Kabaservice’s book is a painstaking and well-argued attempt to resurrect the losers in the GOP’s fratricidal war, the liberal and moderate Republicans, including many from the northeastern states where today their influence still lingers, though the Maine Senator Olympia Snowe’s announced retirement may further reduce their number. For these legislators and policy thinkers, the goal was not to purify the GOP or punish Democrats, but to draw on longstanding Republican ideals, some dating from the Progressive Era, as a means of solving the crises created not by “liberals” or “the Democrats” but by the realities of post-industrialism—urban blight, racial strife, economic insecurity.

Kabaservice has researched his subject prodigiously, examining more than a hundred archive collections and exploring the careers and contributions of political and intellectual figures seldom discussed today. These include the editors of Advance, a magazine founded in 1960 by two Harvard undergraduates who offered sharp critical analyses of both parties—the Democrats, tied to corrupt urban political machines and captive to a powerful bloc of segregationist legislators; the GOP, with its indifference to minorities and its “superpatriots…who were hostile to the United Nations and foreign aid and seemed too willing to risk nuclear war.”

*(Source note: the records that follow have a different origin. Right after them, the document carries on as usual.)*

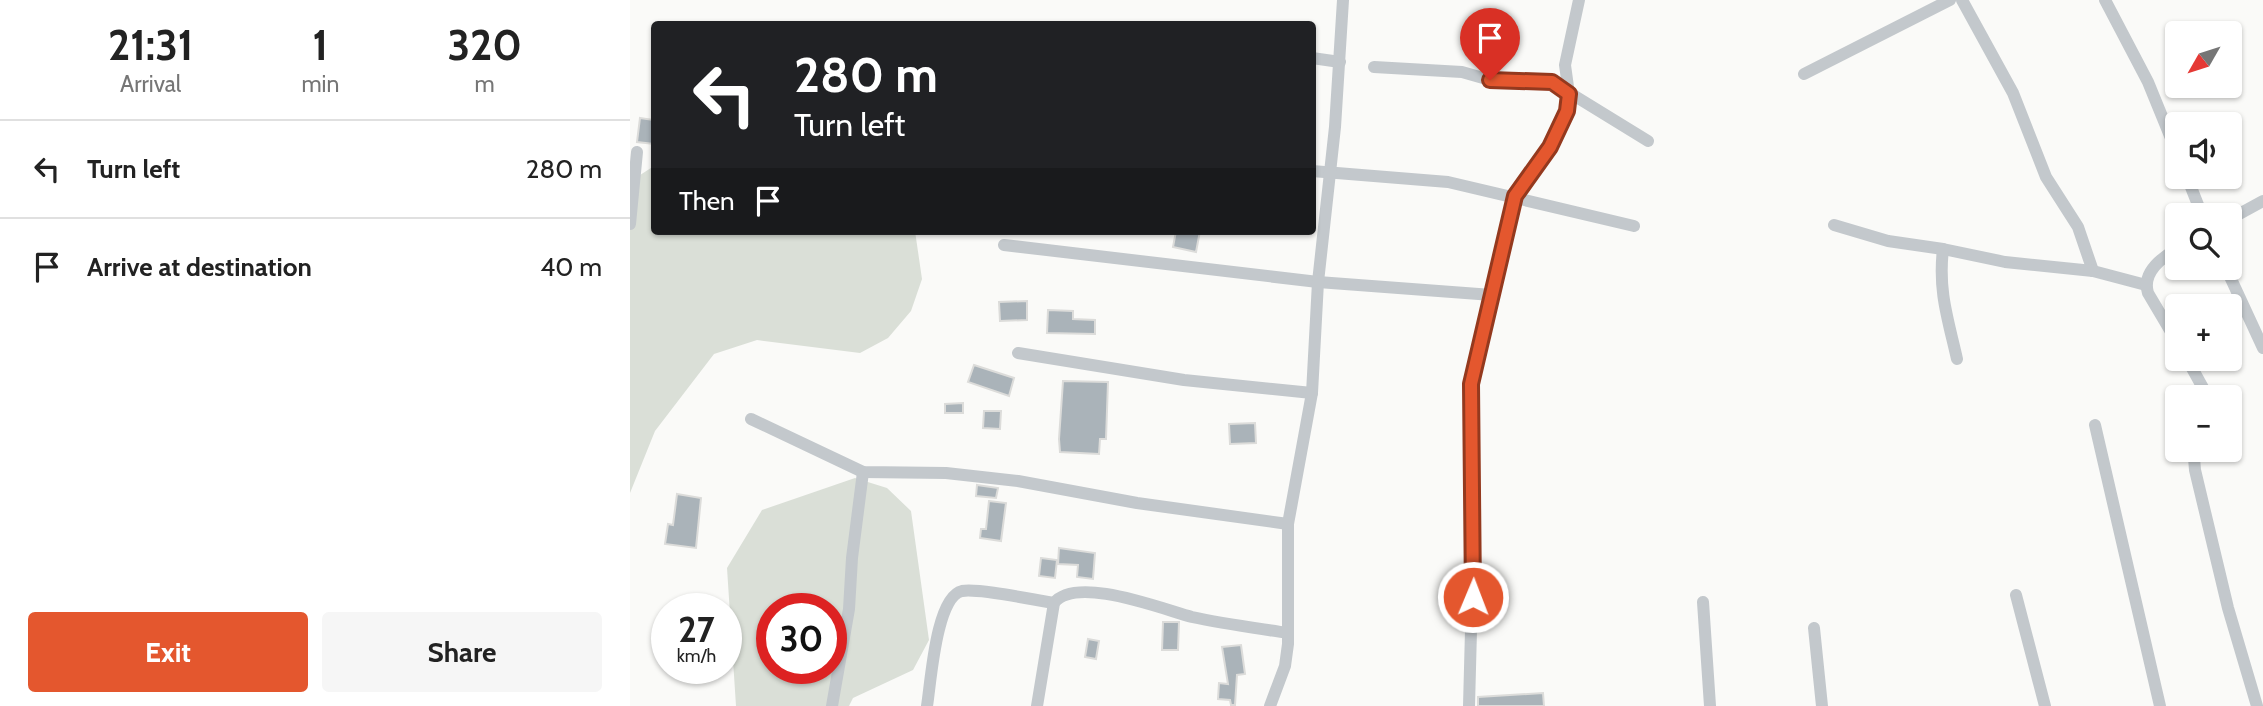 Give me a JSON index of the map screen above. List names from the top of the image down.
{
  "north": "bottom left",
  "page": {
    "eta": [
      "21:31",
      "Arrival",
      "1",
      "min",
      "320",
      "m"
    ],
    "map_buttons": ["+", "−"],
    "turn": ["280 m", "Turn left"],
    "list": [
      {
        "name": "Turn left",
        "value": "280 m"
      },
      {
        "name": "Arrive at destination",
        "value": "40 m"
      }
    ],
    "then": "Then",
    "speed": "27 km/h",
    "limit": "30",
    "buttons": ["Exit", "Share"]
  }
}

The 1960s were, in some respects, the peak period of the moderate GOP. Kabaservice accurately notes that the 1966 elections, commonly described as an eruption of white “backlash” against the Great Society, capped by Reagan’s election to his first term as governor of California on a platform that capitalized on a tide of opposition to the Fair Housing Act,3 also swept in a fresh wave of moderate Republicans. The victors included Edward Brooke, the first African-American elected to the Senate since Reconstruction—no token figure but a “Massachusetts moderate” who opposed Great Society programs but also “called for the construction of affordable housing, an increase in the minimum wage, the extension of Medicare to children, and massive investment in subpar urban schools.” There was also Charles Percy, the Illinois Republican who countered LBJ’s proposal for federally supervised urban renewal, which would include “bulldozing entire neighborhoods,” with a plan that would promote “home ownership by the urban poor.”

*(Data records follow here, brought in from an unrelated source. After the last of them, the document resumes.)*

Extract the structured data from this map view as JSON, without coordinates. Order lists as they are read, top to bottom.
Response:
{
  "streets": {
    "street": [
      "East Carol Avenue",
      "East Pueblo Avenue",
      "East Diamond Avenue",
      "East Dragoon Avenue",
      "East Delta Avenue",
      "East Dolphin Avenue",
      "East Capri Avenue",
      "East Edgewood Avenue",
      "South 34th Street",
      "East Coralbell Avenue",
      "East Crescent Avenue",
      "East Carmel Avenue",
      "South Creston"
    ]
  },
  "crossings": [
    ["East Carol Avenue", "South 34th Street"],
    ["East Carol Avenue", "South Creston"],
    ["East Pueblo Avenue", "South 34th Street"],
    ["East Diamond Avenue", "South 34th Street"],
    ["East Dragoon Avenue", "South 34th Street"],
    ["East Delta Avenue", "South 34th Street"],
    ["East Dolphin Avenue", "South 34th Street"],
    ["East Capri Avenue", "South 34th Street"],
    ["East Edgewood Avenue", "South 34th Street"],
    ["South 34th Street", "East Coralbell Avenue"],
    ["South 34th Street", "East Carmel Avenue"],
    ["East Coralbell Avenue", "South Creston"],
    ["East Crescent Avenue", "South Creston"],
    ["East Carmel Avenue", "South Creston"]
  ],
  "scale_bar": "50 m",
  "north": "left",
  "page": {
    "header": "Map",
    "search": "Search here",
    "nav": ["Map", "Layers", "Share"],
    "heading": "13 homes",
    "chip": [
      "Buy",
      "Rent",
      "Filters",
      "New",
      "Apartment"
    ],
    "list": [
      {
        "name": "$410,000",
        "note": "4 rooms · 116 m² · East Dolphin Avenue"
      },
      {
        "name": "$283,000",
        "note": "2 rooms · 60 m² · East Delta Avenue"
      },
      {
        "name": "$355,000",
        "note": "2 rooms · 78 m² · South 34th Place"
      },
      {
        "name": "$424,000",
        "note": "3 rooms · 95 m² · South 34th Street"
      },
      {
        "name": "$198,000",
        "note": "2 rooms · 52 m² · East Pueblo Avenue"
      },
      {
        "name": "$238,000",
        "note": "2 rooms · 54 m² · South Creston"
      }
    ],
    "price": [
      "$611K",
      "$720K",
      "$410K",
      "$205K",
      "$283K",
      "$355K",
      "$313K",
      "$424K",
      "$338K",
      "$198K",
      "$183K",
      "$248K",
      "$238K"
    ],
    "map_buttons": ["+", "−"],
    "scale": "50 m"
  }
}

Kabaservice is right to emphasize the 1960s, the most tumultuous modern decade, but also one in which politicians in both parties, for all their differences, could at least agree on the problems that needed solving. Moderate Republicans like Pete McCloskey and Charles Goodell were among the most articulate opponents of the Vietnam War. Kabaservice also reviews the career of George Romney, who quarreled with Goldwater over civil rights in 1964, developed a strong critique of the Vietnam War, and in 1967–1968, Kabaservice pointedly writes, briefly seemed the GOP moderates’ “last and best chance to elect one of their own to the presidency.”

  1. 1

    Calvin Trillin, “Kanawha County, West Virginia: Some Elements in a Dispute that Resulted in the Closing of Schools, the Shutting Down of Industry, the Wounding of Men, and the Cancellation of Football Games,” The New Yorker, September 30, 1974. 

  2. 2

    Nicol C. Rae, The Decline and Fall of the Liberal Republicans from 1952 to the Present (Oxford University Press, 1989), pp. 156, 60. 

  3. 3

    See Richard N. Goodwin, “The Shape of American Politics,” Commentary, June 1967; and George Packer, “The Fall of Conservatism,” The New Yorker, May 26, 2008.